Rye, sesame, caraway and sunflower seed bread

 

rye, caraway, sesame and sunflower seed loafrye, caraway, sesame and sunflower seed loaf

 

 

 

 

 

 

 

I adapted this recipe from the bbc website  here. It’s risen freeform as I don’t yet have a banneton and the dough itself is quite firm. I am getting a banneton in the post soon which is so exciting! The quantities of the seeds I used in this recipe are a rough estimate as I kind of go by eye.

Ingredients:

  • 175ml full-fat milk
  • 175ml water
  • 2tbsp dark soft brown sugar
  • 7g sachet of fast action yeast
  • 250g rye flour
  • 200g strong white flour
  • 1 tbsp salt
  • 1 tbsp caraway seeds
  • 2tbsp black sesame seeds
  • 1tbsp white sesame seeds
  • 2tbsp sunflower

Instructions:

1) Heat the milk, water and sugar in a saucepan. Stirring constantly until the sugar is dissolved and you see little bubbles. Remove the pan from the heat and pour the mixture into a bowl to cool. (I scald the milk as a precaution because apparently it kills some enzymes that can inhibit rising – but there’s mixed info on this and i’m not sure how neccessary it is. You can just heat it til it’s lukewarm if you want.)
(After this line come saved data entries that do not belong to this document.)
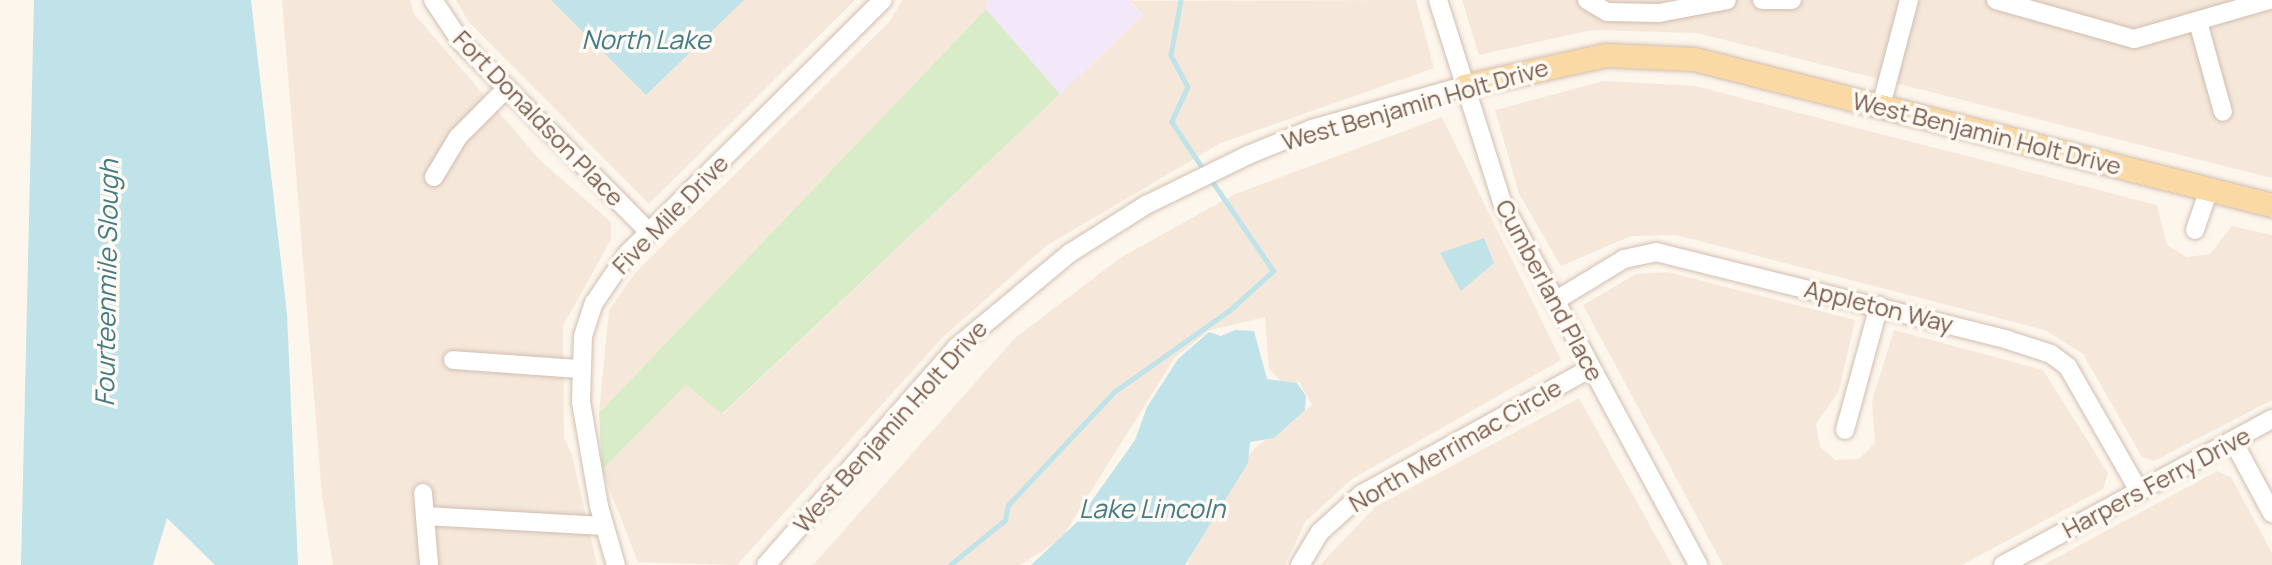 <!DOCTYPE html>
<html>
<head>
<meta charset="utf-8">
<style>
	body { margin:0 }
	#map { position:relative; width:2272px; height:565px; overflow:hidden; background:#fdf6ec; font-family:Manrope,sans-serif }
	div>[style] { position:absolute }
	.residential>* { inset:0; background:#f5e8da }
	.education>* { inset:0; background:#f3e8fa }
	.green>* { inset:0; background:#d8ecc9 }
	.water>* { inset:0; background:#bfe3e8 }
	.stream>* { height:4.5px; margin:-2.25px; padding:0 2.25px; transform-origin:2.25px; border-radius:2.25px; background:#bfe3e8 }
	.roads { filter:drop-shadow(0 0 2px #d1beb0) drop-shadow(0 0 2px #d1beb0) }
	.minor>* { height:18px; margin:-9px; padding:0 9px; transform-origin:9px; border-radius:9px; background:#fff }
	.major>* { height:23px; margin:-11.5px; padding:0 11.5px; transform-origin:11.5px; border-radius:11.5px; background:#fbd9a5 }
	span { translate:-50% -50%; white-space:nowrap; text-align:center; line-height:1.15; -webkit-text-stroke:7px #fffaf3; paint-order:stroke }
	.street-label { font-size:24px; color:#7a5c4d }
	.water-label { font-size:26px; color:#437c86; font-style:italic }
</style>
</head>
<body>
<div id="map">
	<div class="residential">
		<div style="clip-path:polygon(282px 0,410px 0,414px 14px,541px 161px,611px 222px,611px 240px,563px 326px,564px 438px,572px 455px,597px 565px,333px 565px,322px 496px)"></div>
		<div style="clip-path:polygon(456px 0,855px 0,649px 204px,468px 21px)"></div>
		<div style="clip-path:polygon(902px 0,988px 0,986px 9px,599px 413px,609px 310px,636px 272px,890px 21px)"></div>
		<div style="clip-path:polygon(1416px 0,1434px 68px,1221px 143px,1046px 246px,943px 337px,737px 565px,638px 562px,602px 470px,686px 385px,723px 414px,1143px 15px,1130px 1px)"></div>
		<div style="clip-path:polygon(1462px 0,2272px 0,2272px 178px,1697px 33px,1592px 30px,1479px 55px)"></div>
		<div style="clip-path:polygon(1604px 81px,1695px 86px,2157px 205px,2167px 245px,2187px 257px,2210px 254px,2232px 226px,2272px 235px,2272px 400px,2154px 461px,2142px 457px,2083px 354px,2045px 330px,1676px 235px,1631px 236px,1561px 266px,1519px 194px,1495px 110px)"></div>
		<div style="clip-path:polygon(1442px 117px,1561px 360px,1352px 479px,1305px 522px,1285px 565px,1187px 565px,1218px 496px,1254px 449px,1312px 405px,1299px 382px,1283px 384px,1269px 368px,1265px 317px,1210px 330px,1175px 357px,1061px 539px,1020px 565px,813px 565px,1015px 338px,1120px 258px,1235px 194px)"></div>
		<div style="clip-path:polygon(1668px 272px,1855px 320px,1839px 391px,1816px 424px,1820px 447px,1835px 460px,1859px 459px,1875px 443px,1872px 401px,1894px 330px,2043px 370px,2108px 473px,2103px 489px,1962px 565px,1723px 565px,1583px 305px,1636px 274px)"></div>
		<div style="clip-path:polygon(1579px 398px,1672px 565px,1320px 565px,1375px 507px)"></div>
		<div style="clip-path:polygon(2217px 471px,2231px 477px,2272px 553px,2272px 565px,2043px 565px)"></div>
	</div>
	<div class="education">
		<div style="clip-path:polygon(988px 0,1134px 0,1130px 2px,1143px 15px,1060px 94px,986px 9px)"></div>
	</div>
	<div class="green">
		<div style="clip-path:polygon(986px 9px,1060px 94px,722px 414px,686px 385px,602px 470px,599px 413px)"></div>
	</div>
	<div class="water">
		<div style="clip-path:polygon(34px 0,251px 0,287px 314px,298px 565px,215px 565px,167px 518px,153px 565px,21px 565px)"></div>
		<div style="clip-path:polygon(551px 0,744px 0,646px 95px)"></div>
		<div style="clip-path:polygon(1484px 238px,1494px 263px,1461px 291px,1440px 253px)"></div>
		<div style="clip-path:polygon(1235px 330px,1254px 331px,1267px 379px,1297px 383px,1306px 396px,1305px 410px,1274px 438px,1250px 442px,1248px 463px,1185px 565px,1031px 565px,1076px 523px,1135px 440px,1147px 407px,1178px 359px,1209px 332px,1221px 336px)"></div>
	</div>
	<div class="stream">
		<div style="left:1181px;top:0;width:56px;rotate:100.3deg"></div>
		<div style="left:1171px;top:55px;width:36px;rotate:62deg"></div>
		<div style="left:1188px;top:87px;width:38px;rotate:115deg"></div>
		<div style="left:1172px;top:122px;width:58px;rotate:56.3deg"></div>
		<div style="left:950px;top:565px;width:71px;rotate:-39.3deg"></div>
		<div style="left:1005px;top:520px;width:15px;rotate:-79deg"></div>
		<div style="left:1008px;top:505px;width:155px;rotate:-46.8deg"></div>
		<div style="left:1114px;top:392px;width:142px;rotate:-35.3deg"></div>
		<div style="left:1230px;top:310px;width:58px;rotate:-42.2deg"></div>
		<div style="left:1273px;top:271px;width:110px;rotate:-124.3deg"></div>
	</div>
	<div class="roads">
		<div class="minor">
			<div style="left:433px;top:0;width:50px;rotate:56.3deg"></div>
			<div style="left:461px;top:42px;width:267px;rotate:45.3deg"></div>
			<div style="left:1438px;top:0;width:212px;rotate:72.4deg"></div>
			<div style="left:1502px;top:202px;width:413px;rotate:61.6deg"></div>
			<div style="left:1587px;top:0;width:23px;rotate:31deg"></div>
			<div style="left:1607px;top:12px;width:52px;rotate:1.1deg"></div>
			<div style="left:1659px;top:13px;width:69px;rotate:-10.8deg"></div>
			<div style="left:1762px;top:0;width:30px"></div>
			<div style="left:1996px;top:0;width:143px;rotate:15.8deg"></div>
			<div style="left:2134px;top:39px;width:141px;rotate:-16.1deg"></div>
			<div style="left:2198px;top:22px;width:93px;rotate:74.5deg"></div>
			<div style="left:1881px;top:106px;width:110px;rotate:-75.2deg"></div>
			<div style="left:434px;top:177px;width:47px;rotate:-59deg"></div>
			<div style="left:458px;top:137px;width:69px;rotate:-45deg"></div>
			<div style="left:2195px;top:230px;width:43px;rotate:-71.1deg"></div>
			<div style="left:1555px;top:301px;width:81px;rotate:-31.3deg"></div>
			<div style="left:1624px;top:259px;width:33px;rotate:-12deg"></div>
			<div style="left:1656px;top:252px;width:363px;rotate:14deg"></div>
			<div style="left:2008px;top:340px;width:45px;rotate:18deg"></div>
			<div style="left:2051px;top:354px;width:21px;rotate:37deg"></div>
			<div style="left:2068px;top:367px;width:143px;rotate:60.2deg"></div>
			<div style="left:453px;top:360px;width:127px;rotate:4.1deg"></div>
			<div style="left:1845px;top:430px;width:129px;rotate:-74.7deg"></div>
			<div style="left:2233px;top:441px;width:82px;rotate:61.6deg"></div>
			<div style="left:423px;top:493px;width:72px;rotate:85.2deg"></div>
			<div style="left:425px;top:516px;width:179px;rotate:3.2deg"></div>
			<div style="left:616px;top:565px;width:61px;rotate:-106.1deg"></div>
			<div style="left:599px;top:506px;width:106px;rotate:-99.8deg"></div>
			<div style="left:581px;top:402px;width:66px;rotate:-88.3deg"></div>
			<div style="left:583px;top:336px;width:35px;rotate:-72deg"></div>
			<div style="left:594px;top:303px;width:60px;rotate:-55.8deg"></div>
			<div style="left:628px;top:253px;width:359px;rotate:-44.8deg"></div>
			<div style="left:766px;top:565px;width:290px;rotate:-48.8deg"></div>
			<div style="left:957px;top:347px;width:147px;rotate:-39.8deg"></div>
			<div style="left:1070px;top:253px;width:90px;rotate:-32.3deg"></div>
			<div style="left:1146px;top:205px;width:114px;rotate:-26.1deg"></div>
			<div style="left:1248px;top:155px;width:69px;rotate:-22.1deg"></div>
			<div style="left:1312px;top:129px;width:158px;rotate:-15.8deg"></div>
			<div style="left:1300px;top:565px;width:39px;rotate:-59deg"></div>
			<div style="left:1320px;top:532px;width:57px;rotate:-42.1deg"></div>
			<div style="left:1362px;top:494px;width:261px;rotate:-28.8deg"></div>
			<div style="left:2003px;top:565px;width:306px;rotate:-28.5deg"></div>
		</div>
		<div class="major">
			<div style="left:1464px;top:86px;width:145px;rotate:-12.3deg"></div>
			<div style="left:1606px;top:55px;width:88px;rotate:2.6deg"></div>
			<div style="left:1694px;top:59px;width:596px;rotate:14.18deg"></div>
		</div>
	</div>
	<div class="street-label">
		<span style="left:1415px;top:104px;rotate:-16deg">West Benjamin Holt Drive</span>
		<span style="left:539px;top:118px;rotate:46deg">Fort Donaldson Place</span>
		<span style="left:1987px;top:133px;rotate:14deg">West Benjamin Holt Drive</span>
		<span style="left:670px;top:214px;rotate:-46deg">Five Mile Drive</span>
		<span style="left:1550px;top:290px;rotate:62deg">Cumberland Place</span>
		<span style="left:1879px;top:306px;rotate:14deg">Appleton Way</span>
		<span style="left:890px;top:426px;rotate:-48deg">West Benjamin Holt Drive</span>
		<span style="left:1455px;top:445px;rotate:-30deg">North Merrimac Circle</span>
		<span style="left:2156px;top:482px;rotate:-28deg">Harpers Ferry Drive</span>
	</div>
	<div class="water-label">
		<span style="left:646px;top:40px">North Lake</span>
		<span style="left:107px;top:283px;rotate:-89deg">Fourteenmile Slough</span>
		<span style="left:1152px;top:509px">Lake Lincoln</span>
	</div>
</div>
</body>
</html>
2) When the liquid is lukewarm (you can comfortably stick your finger in it for 10 seconds), stir in the yeast and leave for about 10 minutes until it’s frothy and looks active.

3) Meanwhile mix all the flours, seeds and salt in a bowl. Add the liquid and mix with a spoon and then your hands to make a soft dough. Knead until softer, smooth and elastic. It’s quite a firm dough with the rye so takes some effort.
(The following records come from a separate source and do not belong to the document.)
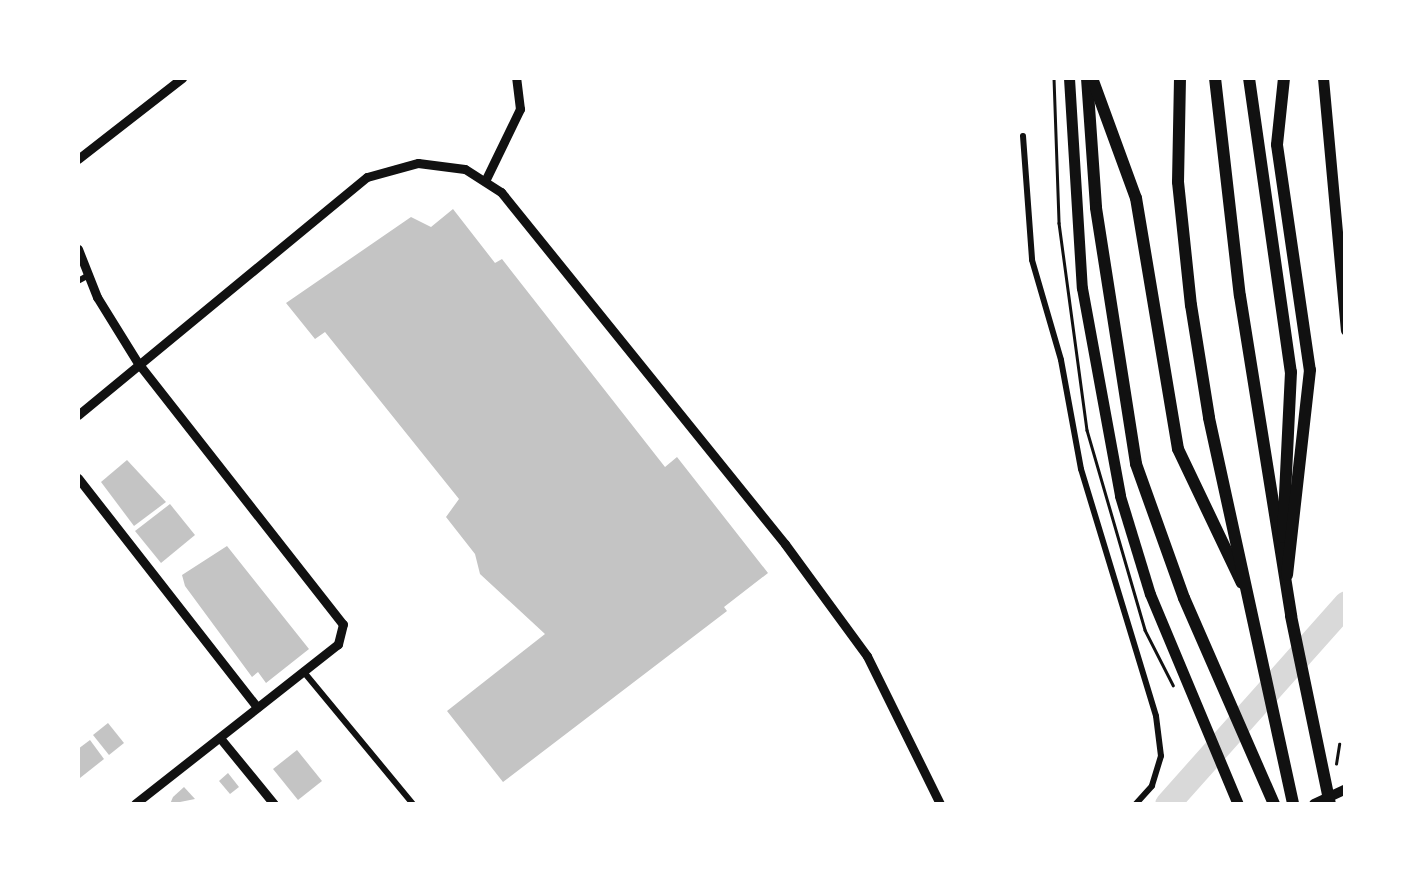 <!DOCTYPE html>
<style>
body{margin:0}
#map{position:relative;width:1423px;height:882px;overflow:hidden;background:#fff;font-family:"Sofia Sans Condensed",sans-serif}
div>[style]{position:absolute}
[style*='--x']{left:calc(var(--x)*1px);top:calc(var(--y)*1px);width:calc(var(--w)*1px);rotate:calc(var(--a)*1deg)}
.river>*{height:25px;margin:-12.5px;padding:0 12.5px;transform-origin:12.5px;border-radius:12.5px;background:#d9d9d9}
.building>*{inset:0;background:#c4c4c4}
.path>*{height:2.5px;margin:-1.25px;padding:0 1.25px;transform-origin:1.25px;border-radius:1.25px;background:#111}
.minor>*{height:6px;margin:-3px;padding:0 3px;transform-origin:3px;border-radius:3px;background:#111}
.tertiary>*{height:9px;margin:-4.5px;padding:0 4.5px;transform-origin:4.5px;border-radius:4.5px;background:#111}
.secondary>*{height:10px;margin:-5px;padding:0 5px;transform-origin:5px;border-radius:5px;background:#111}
.trunk>*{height:11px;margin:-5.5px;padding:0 5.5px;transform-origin:5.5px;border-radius:5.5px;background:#111}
.motorway>*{height:12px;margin:-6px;padding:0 6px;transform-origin:6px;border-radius:6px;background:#111}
span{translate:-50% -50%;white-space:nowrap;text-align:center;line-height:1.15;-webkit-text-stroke:10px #fff;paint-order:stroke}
.frame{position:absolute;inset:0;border:80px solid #fff;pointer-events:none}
</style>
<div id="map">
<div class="river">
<div style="--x:1167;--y:804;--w:269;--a:-48.3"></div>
</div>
<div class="building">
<div style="clip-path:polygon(453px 209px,495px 263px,502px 259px,665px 467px,677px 457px,768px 573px,724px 607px,727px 611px,503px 782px,447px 711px,545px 634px,480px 574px,475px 554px,446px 517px,459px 499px,325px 332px,315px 339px,286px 303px,411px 217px,431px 227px)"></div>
<div style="clip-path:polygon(127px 460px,166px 502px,134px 526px,101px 482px)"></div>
<div style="clip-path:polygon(170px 504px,195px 535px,161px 563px,135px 531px)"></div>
<div style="clip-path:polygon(227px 546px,309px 649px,266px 683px,258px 672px,252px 677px,185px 586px,182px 575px)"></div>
<div style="clip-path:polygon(108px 723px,124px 743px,109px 755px,93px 735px)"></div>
<div style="clip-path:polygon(90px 740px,104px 759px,80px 778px,78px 749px)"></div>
<div style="clip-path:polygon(297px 750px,322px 781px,298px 800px,273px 769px)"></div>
<div style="clip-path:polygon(228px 773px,239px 787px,230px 794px,219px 781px)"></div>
<div style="clip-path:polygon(184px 787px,195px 799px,170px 804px,173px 797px)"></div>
</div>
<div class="path">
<div style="--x:1054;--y:78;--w:145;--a:88"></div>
<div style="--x:1059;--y:223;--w:209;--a:82.3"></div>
<div style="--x:1087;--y:430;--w:208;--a:73.8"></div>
<div style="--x:1145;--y:630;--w:62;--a:63"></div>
<div style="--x:1345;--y:78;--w:8;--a:83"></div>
<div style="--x:1336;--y:764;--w:20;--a:-81"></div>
</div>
<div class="minor">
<div style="--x:1023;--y:136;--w:124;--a:85.8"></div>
<div style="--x:1032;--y:260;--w:104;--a:73.8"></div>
<div style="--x:1061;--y:360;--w:111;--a:79.6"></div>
<div style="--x:1081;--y:469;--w:258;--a:73.1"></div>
<div style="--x:1156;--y:716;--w:40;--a:82.9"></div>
<div style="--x:1161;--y:756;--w:31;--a:107"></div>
<div style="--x:1152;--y:786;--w:24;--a:132"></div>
<div style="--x:78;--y:281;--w:10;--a:-29"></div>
<div style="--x:303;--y:671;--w:173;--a:50.4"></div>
</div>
<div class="tertiary">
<div style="--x:78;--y:159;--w:132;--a:-37.9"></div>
<div style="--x:486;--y:179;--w:78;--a:-64.1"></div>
<div style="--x:520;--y:109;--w:31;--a:-97"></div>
<div style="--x:78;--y:249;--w:52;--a:68.4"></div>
<div style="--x:97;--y:297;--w:78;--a:58.2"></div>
<div style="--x:138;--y:363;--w:332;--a:51.9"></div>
<div style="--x:343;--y:624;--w:21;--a:104"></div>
<div style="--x:338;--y:644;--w:258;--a:141.8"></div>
<div style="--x:78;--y:415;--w:374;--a:-39.5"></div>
<div style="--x:367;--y:177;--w:53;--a:-15.4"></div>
<div style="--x:418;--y:163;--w:47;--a:7.3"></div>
<div style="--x:465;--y:169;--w:43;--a:32.6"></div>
<div style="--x:501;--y:192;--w:452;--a:51.1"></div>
<div style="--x:785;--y:544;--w:139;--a:53.8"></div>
<div style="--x:867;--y:656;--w:165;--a:63.7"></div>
<div style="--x:78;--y:478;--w:291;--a:52"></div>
<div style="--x:220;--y:738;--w:85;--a:50.7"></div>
</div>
<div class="secondary">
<div style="--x:1314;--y:804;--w:35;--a:-25"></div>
</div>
<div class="trunk">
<div style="--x:1069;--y:78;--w:210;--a:86.5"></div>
<div style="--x:1082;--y:288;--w:211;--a:79.6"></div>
<div style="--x:1120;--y:496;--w:102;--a:73"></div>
<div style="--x:1150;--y:594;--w:228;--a:67.3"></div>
<div style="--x:1323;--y:78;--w:253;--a:84.8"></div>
</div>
<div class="motorway">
<div style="--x:1087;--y:78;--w:130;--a:86"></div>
<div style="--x:1096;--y:208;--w:259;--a:81.1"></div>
<div style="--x:1136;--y:464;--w:142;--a:70.3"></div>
<div style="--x:1184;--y:598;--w:225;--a:66.4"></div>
<div style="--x:1092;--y:78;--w:128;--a:69.9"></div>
<div style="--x:1136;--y:198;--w:254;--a:80.5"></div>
<div style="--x:1178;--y:449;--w:148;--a:64.5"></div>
<div style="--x:1180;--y:78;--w:104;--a:91.1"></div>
<div style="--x:1178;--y:182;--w:124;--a:84"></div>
<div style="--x:1191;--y:305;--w:114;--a:80.9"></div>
<div style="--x:1209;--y:418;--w:395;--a:77.7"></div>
<div style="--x:1215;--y:78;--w:219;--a:83.5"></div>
<div style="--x:1240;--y:296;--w:324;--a:80.9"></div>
<div style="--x:1291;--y:616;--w:192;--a:78.3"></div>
<div style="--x:1249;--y:78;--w:297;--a:81.9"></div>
<div style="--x:1291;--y:372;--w:165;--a:92.8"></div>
<div style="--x:1284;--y:78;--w:67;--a:96"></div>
<div style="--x:1277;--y:145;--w:227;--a:81.7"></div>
<div style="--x:1310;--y:370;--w:206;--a:96.4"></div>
</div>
<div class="frame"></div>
</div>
4) Put the dough into an oiled bowl and cover with cling film. Leave to rise until doubled in size (1 to 2 hours)

5) Shape the dough neatly, put on a baking tray and slash the tops of the loaves. I did mine really deep as you can see, but you can slash it however you want! Loosely cover the top with cling film and leave to double in size again.I found that mine took quite a while, over an hour I think it was. But I have a cold kitchen.

bread dough before rising

 

 

 

 

 

 

 

6) Preheat the oven to 200C. Have a tray of boiling water on the bottom shelf of the oven ready before you put the bread in. Leave the bread to bake for 10 mins, then take out the boiling tray and turn down the temperature to 180C. If you have a fan oven like me, try to see if there is a setting to turn off the fan for the first ten mins. This additional process is to create steam which helps the dough rise to its maximum during oven spring (when it has that initial burst of rising in the oven).

7) Take out and leave to cool. Time to eat!